Available data: Begin

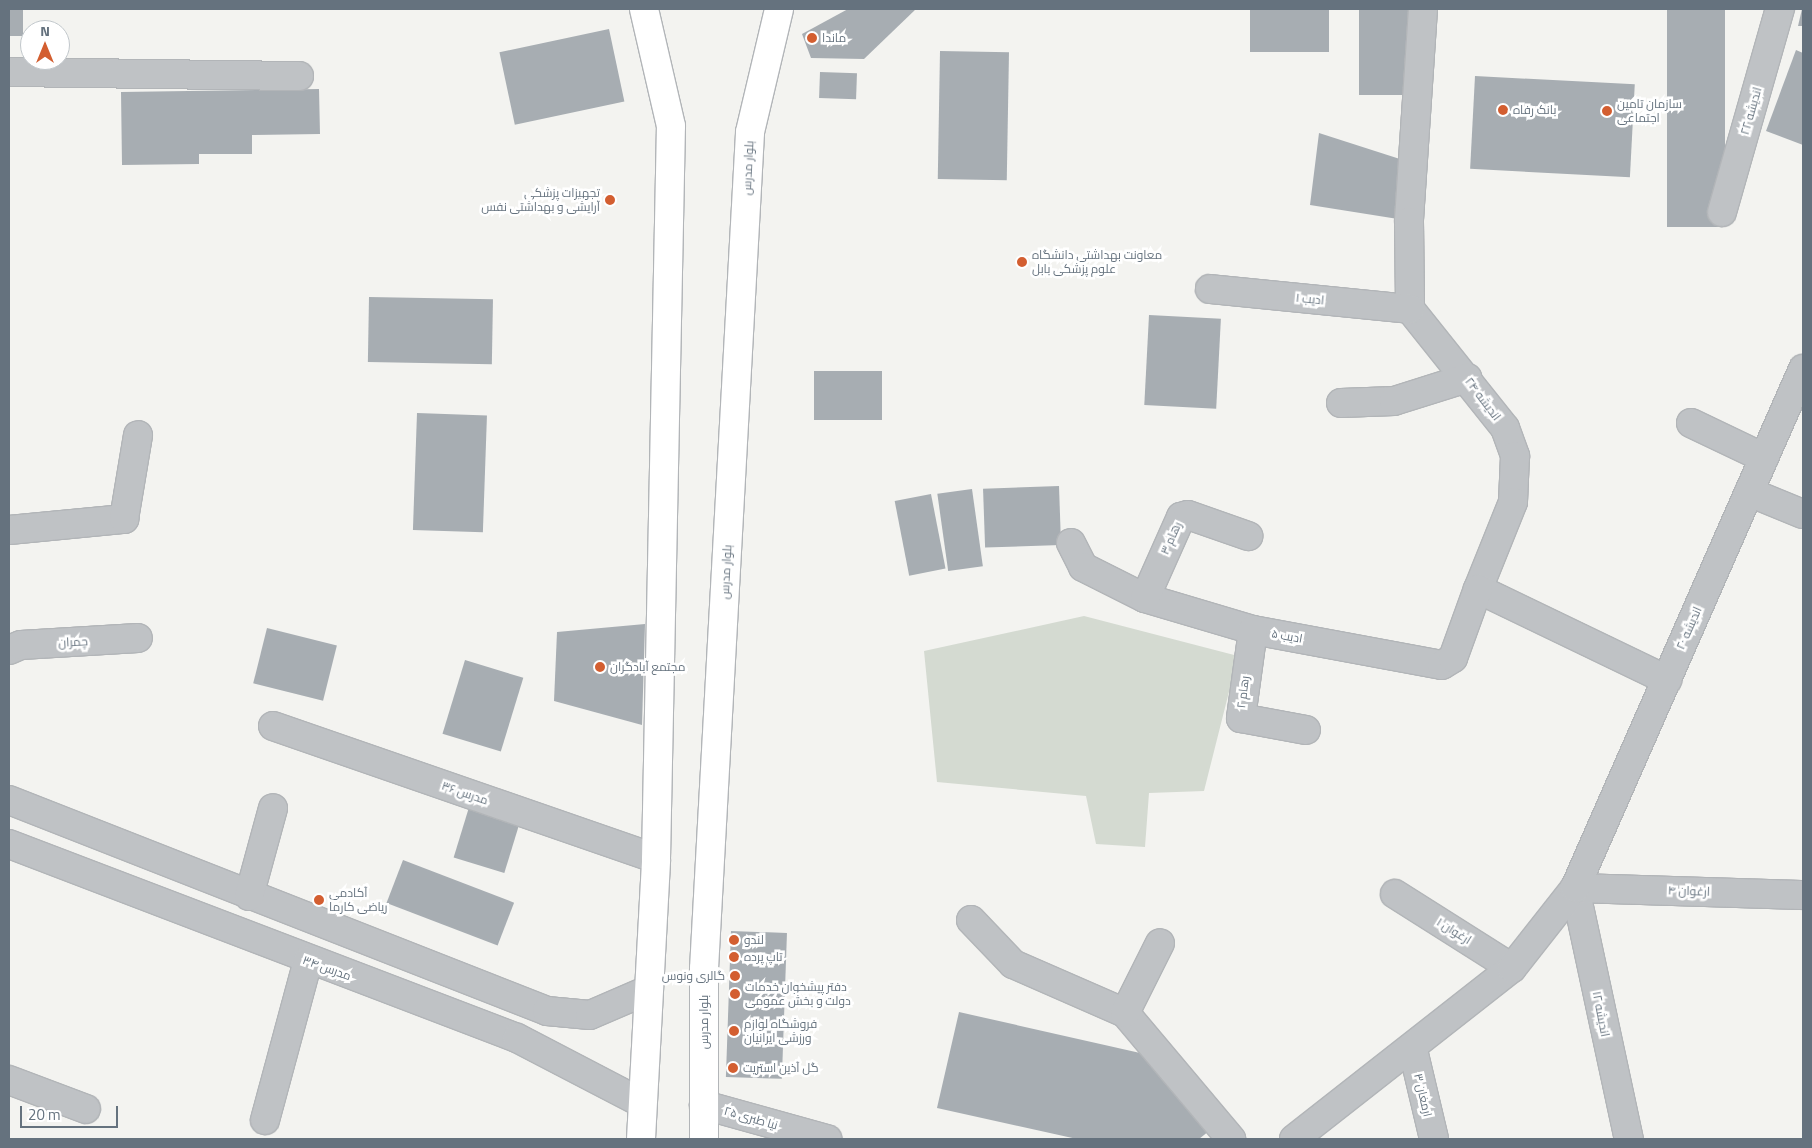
<!DOCTYPE html>
<html>
<head>
<meta charset="utf-8">
<style>
  body { margin:0 }
  #map { position:relative; width:1812px; height:1148px; overflow:hidden; background:#f3f3f0; font-family:"Titillium Web",Cairo,sans-serif }
  div>[style] { position:absolute }
  [style*='--x'] { left:calc(var(--x)*1px); top:calc(var(--y)*1px); width:calc(var(--w)*1px); rotate:calc(var(--a)*1deg) }
  .green>* { inset:0; background:#d4dad1 }
  .building>* { inset:0; background:#a7adb2; transform-origin:0 0 }
  .roads { filter:drop-shadow(1px 0 #b2b5b8) drop-shadow(-1px 0 #b2b5b8) drop-shadow(0 1px #b2b5b8) drop-shadow(0 -1px #b2b5b8) }
  .minor>* { height:28px; margin:-14px; padding:0 14px; transform-origin:14px; border-radius:14px; background:#bfc2c5 }
  .primary>* { height:28px; margin:-14px; padding:0 14px; transform-origin:14px; border-radius:14px; background:#fff }
  .dots>* { width:14px; height:14px; translate:-50% -50%; box-sizing:border-box; border:2px solid #fff; border-radius:50% }
  span { translate:-50% -50%; white-space:nowrap; text-align:center; line-height:1.15; -webkit-text-stroke:5px #fff; paint-order:stroke }
  .poi-label { font-size:12px; color:#65727e }
  .left { translate:0 -50%; text-align:left }
  .right { translate:-100% -50%; text-align:right }
  .street-label { font-size:12px; color:#65727e }
  .frame { position:absolute; inset:0; border:10px solid #65727e; pointer-events:none }
  .north { position:absolute; left:20px; top:20px; width:50px; height:50px; box-sizing:border-box; background:#fff; border:1px solid #c1c7cb; border-radius:50%; rotate:0deg; font-size:14px; font-weight:700; line-height:20px; text-align:center; color:#65727e }
  .north::after { content:''; display:block; margin:auto; width:18px; height:22px; background:#d35e30; clip-path:polygon(50% 0,100% 100%,50% 72%,0 100%) }
  .scale { position:absolute; left:20px; top:1106px; width:98px; height:22px; box-sizing:border-box; border:2px solid #65727e; border-top:0; padding-left:6px; font-size:15px; line-height:18px; white-space:nowrap; color:#65727e; -webkit-text-stroke:4px #fff; paint-order:stroke }
</style>
</head>
<body>
<div id="map">
  <div class="green">
    <div style="clip-path:polygon(1084px 616px,1238px 656px,1204px 791px,1149px 793px,1145px 847px,1096px 844px,1086px 796px,937px 782px,924px 651px)"></div>
  </div>
  <div class="building">
    <div style="left:9px;top:9px;width:14px;height:27px"></div>
    <div style="clip-path:polygon(848px 9px,916px 9px,864px 59px,811px 58px,802px 34px)"></div>
    <div style="left:1250px;top:9px;width:79px;height:43px"></div>
    <div style="left:1359px;top:9px;width:53px;height:86px"></div>
    <div style="left:1667px;top:9px;width:58px;height:218px"></div>
    <div style="clip-path:polygon(1802px 9px,1803px 26px,1798px 26px)"></div>
    <div style="left:609px;top:29px;width:74px;height:112px;rotate:78deg"></div>
    <div style="clip-path:polygon(1796px 50px,1803px 53px,1803px 145px,1766px 131px)"></div>
    <div style="left:940px;top:51px;width:69px;height:128px;rotate:1deg"></div>
    <div style="left:820px;top:72px;width:37px;height:26px;rotate:2deg"></div>
    <div style="left:1475px;top:76px;width:160px;height:93px;rotate:3deg"></div>
    <div style="clip-path:polygon(319px 89px,320px 134px,252px 135px,252px 154px,199px 154px,199px 164px,122px 165px,121px 92px)"></div>
    <div style="clip-path:polygon(1319px 133px,1403px 160px,1398px 219px,1310px 205px)"></div>
    <div style="left:369px;top:297px;width:124px;height:65px;rotate:1deg"></div>
    <div style="left:1149px;top:315px;width:72px;height:90px;rotate:3deg"></div>
    <div style="left:814px;top:371px;width:68px;height:49px"></div>
    <div style="left:417px;top:413px;width:70px;height:117px;rotate:2deg"></div>
    <div style="left:1059px;top:486px;width:59px;height:76px;rotate:88deg"></div>
    <div style="left:972px;top:489px;width:78px;height:35px;rotate:82deg"></div>
    <div style="left:931px;top:494px;width:76px;height:37px;rotate:79deg"></div>
    <div style="clip-path:polygon(645px 624px,642px 725px,554px 701px,557px 632px)"></div>
    <div style="left:267px;top:628px;width:72px;height:57px;rotate:14deg"></div>
    <div style="left:465px;top:660px;width:61px;height:77px;rotate:17deg"></div>
    <div style="left:470px;top:804px;width:53px;height:56px;rotate:17deg"></div>
    <div style="left:403px;top:860px;width:119px;height:46px;rotate:21deg"></div>
    <div style="left:731px;top:931px;width:56px;height:146px;rotate:2deg"></div>
    <div style="clip-path:polygon(959px 1012px,1149px 1055px,1209px 1131px,1199px 1139px,1077px 1139px,937px 1108px)"></div>
  </div>
  <div class="roads">
    <div class="minor">
      <div style="--x:1423;--y:9;--w:213;--a:93.8"></div>
      <div style="--x:1409;--y:222;--w:87;--a:89.3"></div>
      <div style="--x:1410;--y:309;--w:152;--a:51.4"></div>
      <div style="--x:1505;--y:428;--w:30;--a:70"></div>
      <div style="--x:1515;--y:456;--w:46;--a:92.5"></div>
      <div style="--x:1513;--y:502;--w:94;--a:111.9"></div>
      <div style="--x:1478;--y:589;--w:210;--a:25.7"></div>
      <div style="--x:9;--y:72;--w:290;--a:0.8"></div>
      <div style="--x:1722;--y:212;--w:211;--a:-74.1"></div>
      <div style="--x:1210;--y:289;--w:201;--a:5.7"></div>
      <div style="--x:1341;--y:403;--w:53;--a:-2.2"></div>
      <div style="--x:1394;--y:401;--w:77;--a:-17.5"></div>
      <div style="--x:1691;--y:423;--w:81;--a:25.6"></div>
      <div style="--x:1749;--y:492;--w:58;--a:22.2"></div>
      <div style="--x:9;--y:530;--w:116;--a:-5.5"></div>
      <div style="--x:124;--y:519;--w:85;--a:-80.5"></div>
      <div style="--x:1071;--y:543;--w:27;--a:63"></div>
      <div style="--x:1083;--y:567;--w:69;--a:26.6"></div>
      <div style="--x:1145;--y:598;--w:113;--a:16.5"></div>
      <div style="--x:1253;--y:630;--w:192;--a:10.5"></div>
      <div style="--x:1442;--y:665;--w:13;--a:-32"></div>
      <div style="--x:1453;--y:658;--w:73;--a:-70.1"></div>
      <div style="--x:1145;--y:598;--w:89;--a:-66"></div>
      <div style="--x:1181;--y:517;--w:7;--a:-16"></div>
      <div style="--x:1188;--y:515;--w:64;--a:19.3"></div>
      <div style="--x:1253;--y:630;--w:89;--a:97.8"></div>
      <div style="--x:1241;--y:718;--w:66;--a:10.5"></div>
      <div style="--x:9;--y:650;--w:13;--a:-23"></div>
      <div style="--x:21;--y:645;--w:117;--a:-3.4"></div>
      <div style="--x:273;--y:726;--w:405;--a:19.1"></div>
      <div style="--x:9;--y:800;--w:578;--a:21.41"></div>
      <div style="--x:547;--y:1011;--w:43;--a:5.3"></div>
      <div style="--x:590;--y:1015;--w:61;--a:-23.2"></div>
      <div style="--x:9;--y:844;--w:544;--a:20.9"></div>
      <div style="--x:517;--y:1038;--w:139;--a:27.5"></div>
      <div style="--x:1575;--y:888;--w:257;--a:77.9"></div>
      <div style="--x:1575;--y:888;--w:228;--a:1.8"></div>
      <div style="--x:1395;--y:894;--w:138;--a:32.3"></div>
      <div style="--x:249;--y:896;--w:91;--a:-74.7"></div>
      <div style="--x:971;--y:920;--w:61;--a:46.3"></div>
      <div style="--x:1013;--y:964;--w:122;--a:23.6"></div>
      <div style="--x:1125;--y:1013;--w:165;--a:49.9"></div>
      <div style="--x:1125;--y:1013;--w:78;--a:-63.4"></div>
      <div style="--x:1413;--y:1050;--w:91;--a:76.7"></div>
      <div style="--x:9;--y:1080;--w:82;--a:20.6"></div>
      <div style="--x:704;--y:1105;--w:128;--a:15.5"></div>
      <div style="--x:265;--y:1120;--w:165;--a:-74.9"></div>
      <div style="--x:1294;--y:1139;--w:277;--a:-38.1"></div>
      <div style="--x:1512;--y:968;--w:102;--a:-51.8"></div>
      <div style="--x:1575;--y:888;--w:567;--a:-66.28"></div>
    </div>
    <div class="primary">
      <div style="--x:641;--y:1139;--w:280;--a:-86.9"></div>
      <div style="--x:656;--y:859;--w:733;--a:-88.83"></div>
      <div style="--x:671;--y:126;--w:120;--a:-103"></div>
      <div style="--x:704;--y:1139;--w:170;--a:-90"></div>
      <div style="--x:704;--y:969;--w:838;--a:-86.85"></div>
      <div style="--x:750;--y:132;--w:126;--a:-76.7"></div>
    </div>
  </div>
  <div class="dots">
    <div style="left:812px;top:38px;background:#d35e30"></div>
    <div style="left:1503px;top:110px;background:#d35e30"></div>
    <div style="left:1607px;top:111px;background:#d35e30"></div>
    <div style="left:610px;top:200px;background:#d35e30"></div>
    <div style="left:1022px;top:262px;background:#d35e30"></div>
    <div style="left:600px;top:667px;background:#d35e30"></div>
    <div style="left:319px;top:900px;background:#d35e30"></div>
    <div style="left:734px;top:940px;background:#d35e30"></div>
    <div style="left:734px;top:957px;background:#d35e30"></div>
    <div style="left:735px;top:976px;background:#d35e30"></div>
    <div style="left:735px;top:994px;background:#d35e30"></div>
    <div style="left:734px;top:1031px;background:#d35e30"></div>
    <div style="left:733px;top:1068px;background:#d35e30"></div>
  </div>
  <div class="poi-label">
    <span class="left" style="left:822px;top:38px">ماندا</span>
    <span class="left" style="left:1617px;top:111px">سازمان تامین<br>اجتماعی</span>
    <span class="left" style="left:1513px;top:110px">بانک رفاه</span>
    <span class="right" style="left:600px;top:200px">تجهیزات پزشکی<br>آرایشی و بهداشتی نفس</span>
    <span class="left" style="left:1032px;top:262px">معاونت بهداشتی دانشگاه<br>علوم پزشکی بابل</span>
    <span class="left" style="left:610px;top:667px">مجتمع آبادگران</span>
    <span class="left" style="left:329px;top:900px">آکادمی<br>ریاضی کارما</span>
    <span class="left" style="left:744px;top:940px">لندو</span>
    <span class="left" style="left:744px;top:957px">تاپ پرده</span>
    <span class="right" style="left:725px;top:976px">گالری ونوس</span>
    <span class="left" style="left:745px;top:994px">دفتر پیشخوان خدمات<br>دولت و بخش عمومی</span>
    <span class="left" style="left:744px;top:1031px">فروشگاه لوازم<br>ورزشی ایرانیان</span>
    <span class="left" style="left:743px;top:1068px">گل آذین استریت</span>
  </div>
  <div class="street-label">
    <span style="left:1751px;top:111px;rotate:-74deg">اندیشه ۲۲</span>
    <span style="left:748px;top:168px;rotate:-87deg">بلوار مدرس</span>
    <span style="left:1310px;top:299px;rotate:6deg">ادیب ۱</span>
    <span style="left:1483px;top:399px;rotate:53deg">اندیشه ۲۴</span>
    <span style="left:1171px;top:538px;rotate:-66deg">رهام ۳</span>
    <span style="left:726px;top:572px;rotate:-87deg">بلوار مدرس</span>
    <span style="left:1689px;top:628px;rotate:-66deg">اندیشه ۲۰</span>
    <span style="left:1287px;top:636px;rotate:10deg">ادیب ۵</span>
    <span style="left:73px;top:642px;rotate:-3deg">چمران</span>
    <span style="left:1243px;top:692px;rotate:-83deg">رهام ۲</span>
    <span style="left:465px;top:793px;rotate:19deg">مدرس ۳۶</span>
    <span style="left:1689px;top:891px;rotate:2deg">ارغوان ۴</span>
    <span style="left:1454px;top:931px;rotate:32deg">ارغوان ۱</span>
    <span style="left:327px;top:968px;rotate:20deg">مدرس ۳۴</span>
    <span style="left:1601px;top:1014px;rotate:79deg">اندیشه ۱۲</span>
    <span style="left:704px;top:1022px;rotate:-90deg">بلوار مدرس</span>
    <span style="left:1423px;top:1095px;rotate:77deg">ارمغان ۳</span>
    <span style="left:751px;top:1118px;rotate:16deg">نیا طبری ۲۵</span>
  </div>
  <div class="frame"></div>
  <div class="north">N</div>
  <div class="scale">20 m</div>
</div>
</body>
</html>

Available data: End

Work task
In the records above, find each line that mentions the string "absolute", then copy it.

Solution for this task
  div>[style] { position:absolute }
  .frame { position:absolute; inset:0; border:10px solid #65727e; pointer-events:none }
  .north { position:absolute; left:20px; top:20px; width:50px; height:50px; box-sizing:border-box; background:#fff; border:1px solid #c1c7cb; border-radius:50%; rotate:0deg; font-size:14px; font-weight:700; line-height:20px; text-align:center; color:#65727e }
  .scale { position:absolute; left:20px; top:1106px; width:98px; height:22px; box-sizing:border-box; border:2px solid #65727e; border-top:0; padding-left:6px; font-size:15px; line-height:18px; white-space:nowrap; color:#65727e; -webkit-text-stroke:4px #fff; paint-order:stroke }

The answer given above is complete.